Pursuant to Section 12(a) of the USA Technologies, Inc. 2018 Equity Incentive Plan (the “Plan”), subject to approval by the shareholders of USA Technologies, Inc. at the 2020 Annual Meeting of Shareholders of USA Technologies, Inc., the Plan is hereby amended as follows:

  1. The reference to “1,500,000” in Section 3(a) of the Plan is hereby replaced with “4,000,000”.

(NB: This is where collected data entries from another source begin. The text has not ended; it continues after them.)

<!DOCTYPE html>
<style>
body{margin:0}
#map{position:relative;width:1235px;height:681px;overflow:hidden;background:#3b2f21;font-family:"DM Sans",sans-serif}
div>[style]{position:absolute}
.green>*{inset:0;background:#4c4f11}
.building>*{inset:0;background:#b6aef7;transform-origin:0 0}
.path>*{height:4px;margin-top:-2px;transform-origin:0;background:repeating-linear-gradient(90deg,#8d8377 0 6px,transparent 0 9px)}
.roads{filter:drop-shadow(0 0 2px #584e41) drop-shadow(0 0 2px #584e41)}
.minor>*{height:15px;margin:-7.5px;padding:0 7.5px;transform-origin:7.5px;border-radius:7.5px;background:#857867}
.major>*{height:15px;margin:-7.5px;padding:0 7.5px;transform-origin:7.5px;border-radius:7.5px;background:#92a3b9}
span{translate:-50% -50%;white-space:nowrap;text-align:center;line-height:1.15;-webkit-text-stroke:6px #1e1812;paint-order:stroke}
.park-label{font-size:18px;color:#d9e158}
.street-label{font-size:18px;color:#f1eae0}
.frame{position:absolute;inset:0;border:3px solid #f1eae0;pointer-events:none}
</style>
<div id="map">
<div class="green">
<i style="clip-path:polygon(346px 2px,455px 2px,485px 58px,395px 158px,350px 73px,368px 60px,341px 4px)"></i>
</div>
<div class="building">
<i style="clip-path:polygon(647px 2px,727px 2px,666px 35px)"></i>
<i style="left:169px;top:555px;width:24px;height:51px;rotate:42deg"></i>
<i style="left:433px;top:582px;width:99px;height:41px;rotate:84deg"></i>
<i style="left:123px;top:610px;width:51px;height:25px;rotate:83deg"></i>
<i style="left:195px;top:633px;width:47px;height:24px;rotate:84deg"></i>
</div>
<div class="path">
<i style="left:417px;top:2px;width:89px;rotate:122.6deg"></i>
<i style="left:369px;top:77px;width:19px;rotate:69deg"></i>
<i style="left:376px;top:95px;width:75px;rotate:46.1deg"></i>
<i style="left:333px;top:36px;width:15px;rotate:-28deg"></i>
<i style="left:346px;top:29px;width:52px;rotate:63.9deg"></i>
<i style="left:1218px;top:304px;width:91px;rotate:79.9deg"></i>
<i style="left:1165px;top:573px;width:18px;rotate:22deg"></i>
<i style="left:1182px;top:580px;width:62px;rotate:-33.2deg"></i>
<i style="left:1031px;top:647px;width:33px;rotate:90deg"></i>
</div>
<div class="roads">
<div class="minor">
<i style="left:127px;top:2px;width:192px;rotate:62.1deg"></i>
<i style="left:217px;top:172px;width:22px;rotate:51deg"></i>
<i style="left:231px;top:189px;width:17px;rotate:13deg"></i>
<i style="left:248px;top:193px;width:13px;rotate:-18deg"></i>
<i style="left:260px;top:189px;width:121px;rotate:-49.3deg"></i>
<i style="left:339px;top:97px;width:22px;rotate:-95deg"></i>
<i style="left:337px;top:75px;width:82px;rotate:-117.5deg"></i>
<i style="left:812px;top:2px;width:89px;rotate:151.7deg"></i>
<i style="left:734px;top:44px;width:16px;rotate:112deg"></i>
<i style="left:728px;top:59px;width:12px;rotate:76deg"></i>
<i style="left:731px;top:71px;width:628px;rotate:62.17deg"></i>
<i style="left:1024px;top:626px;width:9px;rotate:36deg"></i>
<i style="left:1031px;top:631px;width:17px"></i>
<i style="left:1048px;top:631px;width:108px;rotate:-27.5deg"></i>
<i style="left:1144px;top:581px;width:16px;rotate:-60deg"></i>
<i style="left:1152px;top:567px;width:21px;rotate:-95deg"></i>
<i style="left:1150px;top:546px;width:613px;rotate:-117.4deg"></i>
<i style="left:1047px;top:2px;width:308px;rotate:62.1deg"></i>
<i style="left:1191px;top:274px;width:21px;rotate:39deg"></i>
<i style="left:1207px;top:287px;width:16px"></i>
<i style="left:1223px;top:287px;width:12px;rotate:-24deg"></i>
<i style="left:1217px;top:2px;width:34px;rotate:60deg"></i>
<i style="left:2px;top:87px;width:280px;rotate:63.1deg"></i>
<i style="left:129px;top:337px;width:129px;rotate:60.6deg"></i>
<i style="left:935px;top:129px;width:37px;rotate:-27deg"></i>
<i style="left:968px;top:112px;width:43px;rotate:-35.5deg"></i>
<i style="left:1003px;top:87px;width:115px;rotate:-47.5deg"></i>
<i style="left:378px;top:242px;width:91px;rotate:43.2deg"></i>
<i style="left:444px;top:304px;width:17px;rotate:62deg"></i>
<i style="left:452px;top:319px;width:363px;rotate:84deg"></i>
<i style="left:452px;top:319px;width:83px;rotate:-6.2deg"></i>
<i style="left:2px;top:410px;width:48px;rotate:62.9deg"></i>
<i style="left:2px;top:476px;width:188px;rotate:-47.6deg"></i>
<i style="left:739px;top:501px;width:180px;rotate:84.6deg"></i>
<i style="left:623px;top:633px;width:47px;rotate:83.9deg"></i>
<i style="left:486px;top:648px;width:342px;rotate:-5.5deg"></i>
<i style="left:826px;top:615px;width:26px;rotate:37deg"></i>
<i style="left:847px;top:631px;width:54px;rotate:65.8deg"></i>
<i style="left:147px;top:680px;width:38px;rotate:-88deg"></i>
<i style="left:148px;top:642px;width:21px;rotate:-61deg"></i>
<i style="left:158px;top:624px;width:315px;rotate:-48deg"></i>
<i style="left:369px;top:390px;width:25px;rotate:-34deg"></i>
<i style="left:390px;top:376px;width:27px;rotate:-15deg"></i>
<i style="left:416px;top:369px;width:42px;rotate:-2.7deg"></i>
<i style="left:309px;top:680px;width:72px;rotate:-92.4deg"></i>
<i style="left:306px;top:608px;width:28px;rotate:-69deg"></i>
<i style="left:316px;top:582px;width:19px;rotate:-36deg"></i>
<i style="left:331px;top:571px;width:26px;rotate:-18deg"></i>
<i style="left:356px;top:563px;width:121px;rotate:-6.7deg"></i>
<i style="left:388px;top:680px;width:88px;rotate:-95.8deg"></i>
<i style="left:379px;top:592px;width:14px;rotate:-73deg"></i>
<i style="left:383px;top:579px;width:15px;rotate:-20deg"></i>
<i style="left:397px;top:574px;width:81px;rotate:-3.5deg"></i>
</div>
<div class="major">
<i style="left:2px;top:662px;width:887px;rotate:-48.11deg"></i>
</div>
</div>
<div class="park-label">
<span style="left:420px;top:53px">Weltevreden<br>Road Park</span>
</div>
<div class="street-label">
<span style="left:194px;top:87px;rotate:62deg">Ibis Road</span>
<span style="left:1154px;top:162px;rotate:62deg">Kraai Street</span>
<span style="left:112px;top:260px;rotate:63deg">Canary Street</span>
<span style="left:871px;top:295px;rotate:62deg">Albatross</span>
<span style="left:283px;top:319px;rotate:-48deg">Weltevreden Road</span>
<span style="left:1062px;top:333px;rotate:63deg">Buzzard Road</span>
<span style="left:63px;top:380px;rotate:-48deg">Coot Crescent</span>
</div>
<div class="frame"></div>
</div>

  2. The second paragraph of Section 2(a) of the Plan is hereby amended and restated as follows:

“Notwithstanding anything in the Plan to the contrary, Awards granted under the Plan may not become exercisable, vest or be settled, in whole or in part, prior to the one-year anniversary of the date of grant, except that: (i) the Committee may provide that Awards become exercisable, vest or settle prior to such date in the event of the Participant’s death, disability, or other termination of Service approved by the Committee; and (ii) up to 5% of the aggregate number of shares authorized for issuance under this Plan (as described in Section 3(a)) may be issued pursuant to Awards subject to any, or no, vesting conditions, as the Committee determines appropriate (it being understood that an Award to a non-employee director may be granted on or promptly following the date of an annual meeting of the Company’s shareholders that vests upon the annual meeting of shareholders occurring in the following year and that occurs at least 50 weeks following such preceding meeting without counting against the foregoing limitation).”

  1. Except as expressly set forth above, the terms and provisions of the Plan shall remain in full force and effect in accordance with their terms.